(Collected data entries)
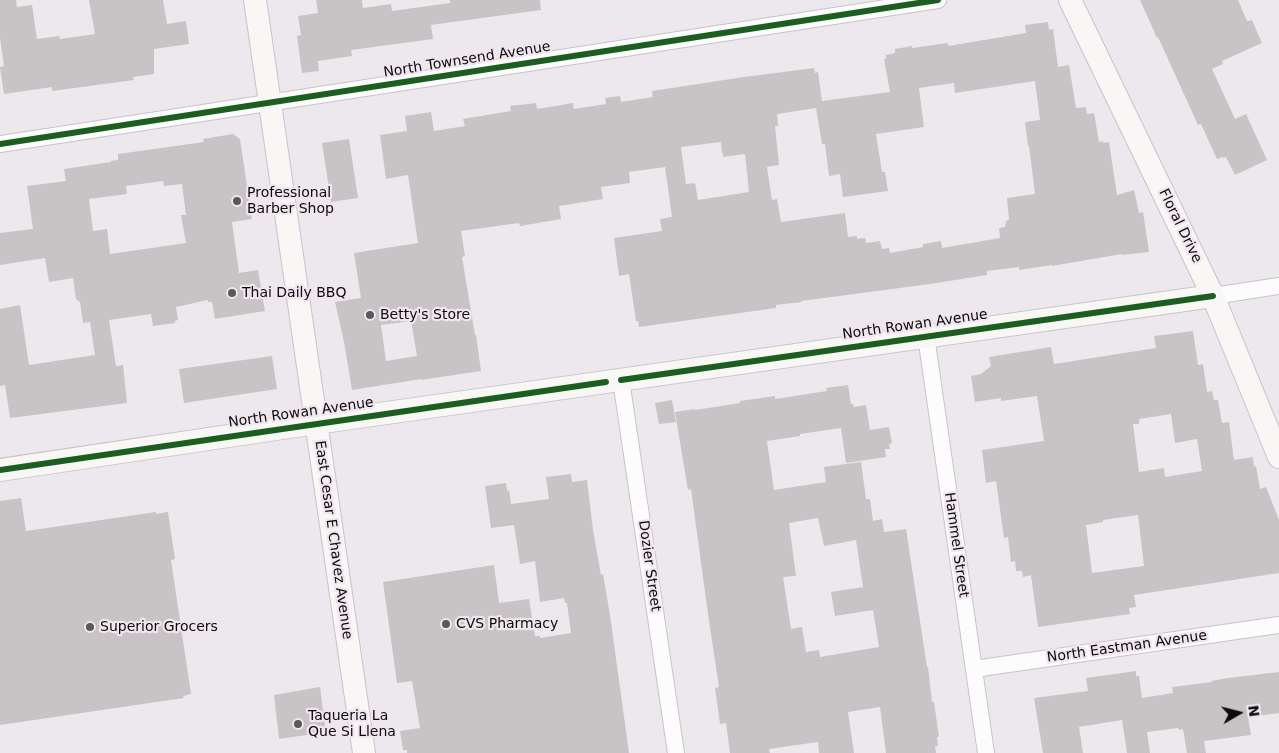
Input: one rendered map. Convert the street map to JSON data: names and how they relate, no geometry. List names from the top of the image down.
{
  "streets": {
    "street": [
      "North Townsend Avenue",
      "Floral Drive",
      "North Rowan Avenue",
      "East Cesar E Chavez Avenue",
      "Hammel Street",
      "Dozier Street",
      "North Eastman Avenue"
    ]
  },
  "crossings": [
    ["North Townsend Avenue", "East Cesar E Chavez Avenue"],
    ["Floral Drive", "North Rowan Avenue"],
    ["North Rowan Avenue", "East Cesar E Chavez Avenue"],
    ["North Rowan Avenue", "Hammel Street"],
    ["North Rowan Avenue", "Dozier Street"],
    ["Hammel Street", "North Eastman Avenue"]
  ],
  "places": [
    "Professional Barber Shop",
    "Thai Daily BBQ",
    "Betty's Store",
    "CVS Pharmacy",
    "Superior Grocers",
    "Taqueria La Que Si Llena"
  ],
  "north": "right"
}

* _ABOUT THIS TASK_: Reproduce the data verbatim. Do not carry any picture into the copy.

* _EXERCISE RESPONSE_:
Input: one rendered map. Convert the street map to JSON data: names and how they relate, no geometry. List names from the top of the image down.
{
  "streets": {
    "street": [
      "North Townsend Avenue",
      "Floral Drive",
      "North Rowan Avenue",
      "East Cesar E Chavez Avenue",
      "Hammel Street",
      "Dozier Street",
      "North Eastman Avenue"
    ]
  },
  "crossings": [
    ["North Townsend Avenue", "East Cesar E Chavez Avenue"],
    ["Floral Drive", "North Rowan Avenue"],
    ["North Rowan Avenue", "East Cesar E Chavez Avenue"],
    ["North Rowan Avenue", "Hammel Street"],
    ["North Rowan Avenue", "Dozier Street"],
    ["Hammel Street", "North Eastman Avenue"]
  ],
  "places": [
    "Professional Barber Shop",
    "Thai Daily BBQ",
    "Betty's Store",
    "CVS Pharmacy",
    "Superior Grocers",
    "Taqueria La Que Si Llena"
  ],
  "north": "right"
}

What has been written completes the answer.